Connections Museum - 2020-08-03

A party line is testing for which side of the subscriber's telephone has the ringer connected to ground. The ringer coil (the magnet that makes the bells ring) is either on the tip side of the line, or the ring side of the line, and the far side of that coil is connected to ground. So the sender will throw a polar relay in-circuit with the subscriber's loop, and see which side of the customer's phone is connected to ground. That will indicate tip or ring party.

Pants🌈 - 2020-08-03

@Connections Museum I assume that only works for two parties per line, then. Nice, though, that with that system you wouldn't hear a ring at all for the other party. I've often wondered how billing worked with the rural farmer MULTI party lines that were common in rural Minnesota, unless those only date back to the days of operator switchboards.

Pants🌈 - 2020-08-03

@Connections Museum Thank you so much!

DavidFromRI - 2020-08-03

@Connections Museum Knowing that Phone Phreaks began sooner than my own obsession, I wonder what would happen upon "odd" conditions:
- Ringer (and it's series capacitor to ground) disconnect, leaving no identifiable party
- Ringer connection moved from tip to ring (or ring to tip) [wrong party billed], but still to ground
- Ringer moved from ground to it's normal single-party wiring to tip and ring (as if the phone was replaced with a standard single party phone)
- Two ringers, both to ground, each wired separately to tip and ring (not necessarily a hacker, but perhaps a homeowner accidentally severing the connection to a second phone in the house, and sloppily reconnecting sufficiently to get dial tone (but tip and ring swapped).

Obviously I'm not asking for hacking reasons (no longer used), but to understand how smart those "relay computers" were, understanding that Bell Labs (or Western Electric) had the best engineers.

Mehmet Gokturk - 2022-10-31

Very good. Thank you.

dont Duel - 2020-08-04

Great Video thank you.

Jersey Mike's Rail Videos - 2020-08-22

What exactly is the party line test?

KenUnix - 2021-06-05

Why is some of the equipment painted red? Did this mean retired or remove? Thanks.

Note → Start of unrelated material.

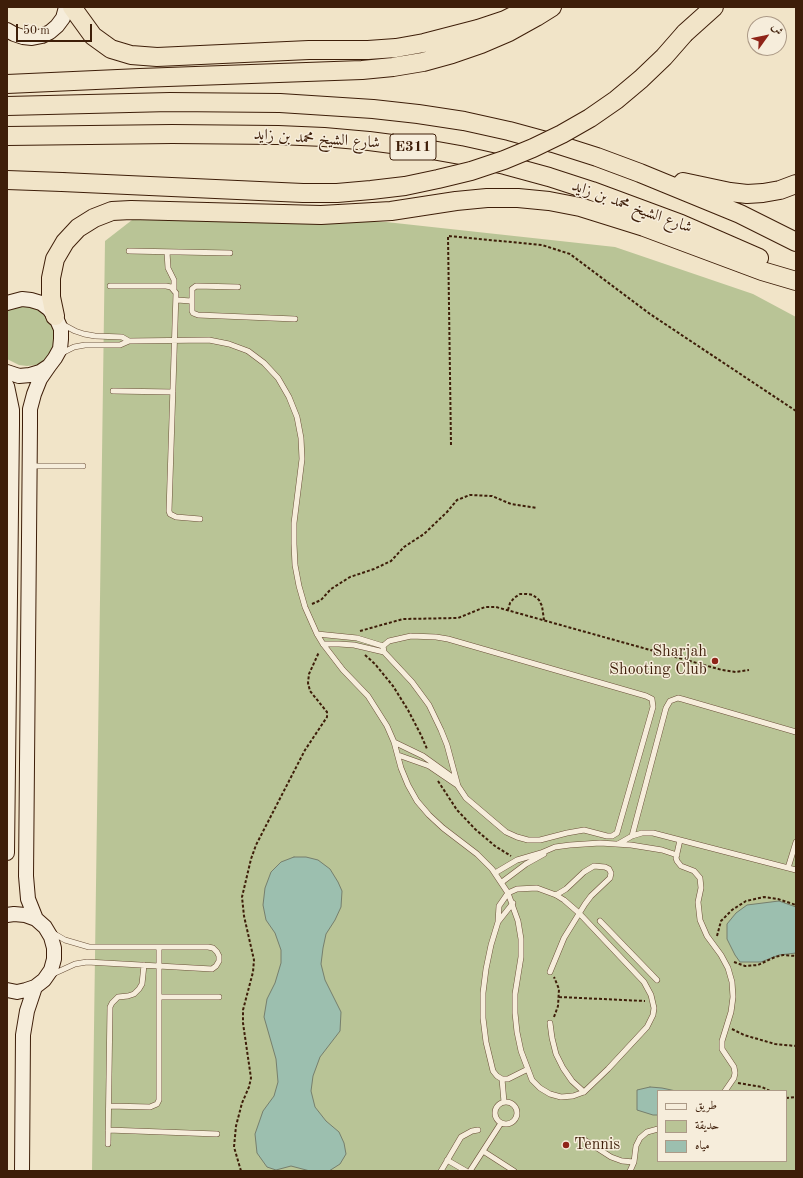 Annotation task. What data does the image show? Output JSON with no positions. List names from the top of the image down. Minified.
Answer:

Connections Museum - 2021-06-06

When the machine was wired up at the museum in the 1990s, only a small part of the equipment was used. The red paint indicated which frames, which crosspoints, and which multicontact relays were actually active at the museum. It's not meaningful anymore, since I've brought up a lot more equipment since then. Just haven't gotten around to removing the paint!

KenUnix - 2021-06-06

@Connections Museum Thanks for the reply. When I was at Bell in old c.o.'s where equipment was retired weco would come in remove power and mark the equipment in red as 'RIP' for Retired In Place where only a couple frames were involved. Like repeater bays CARW. as examples. Thanks for the museum.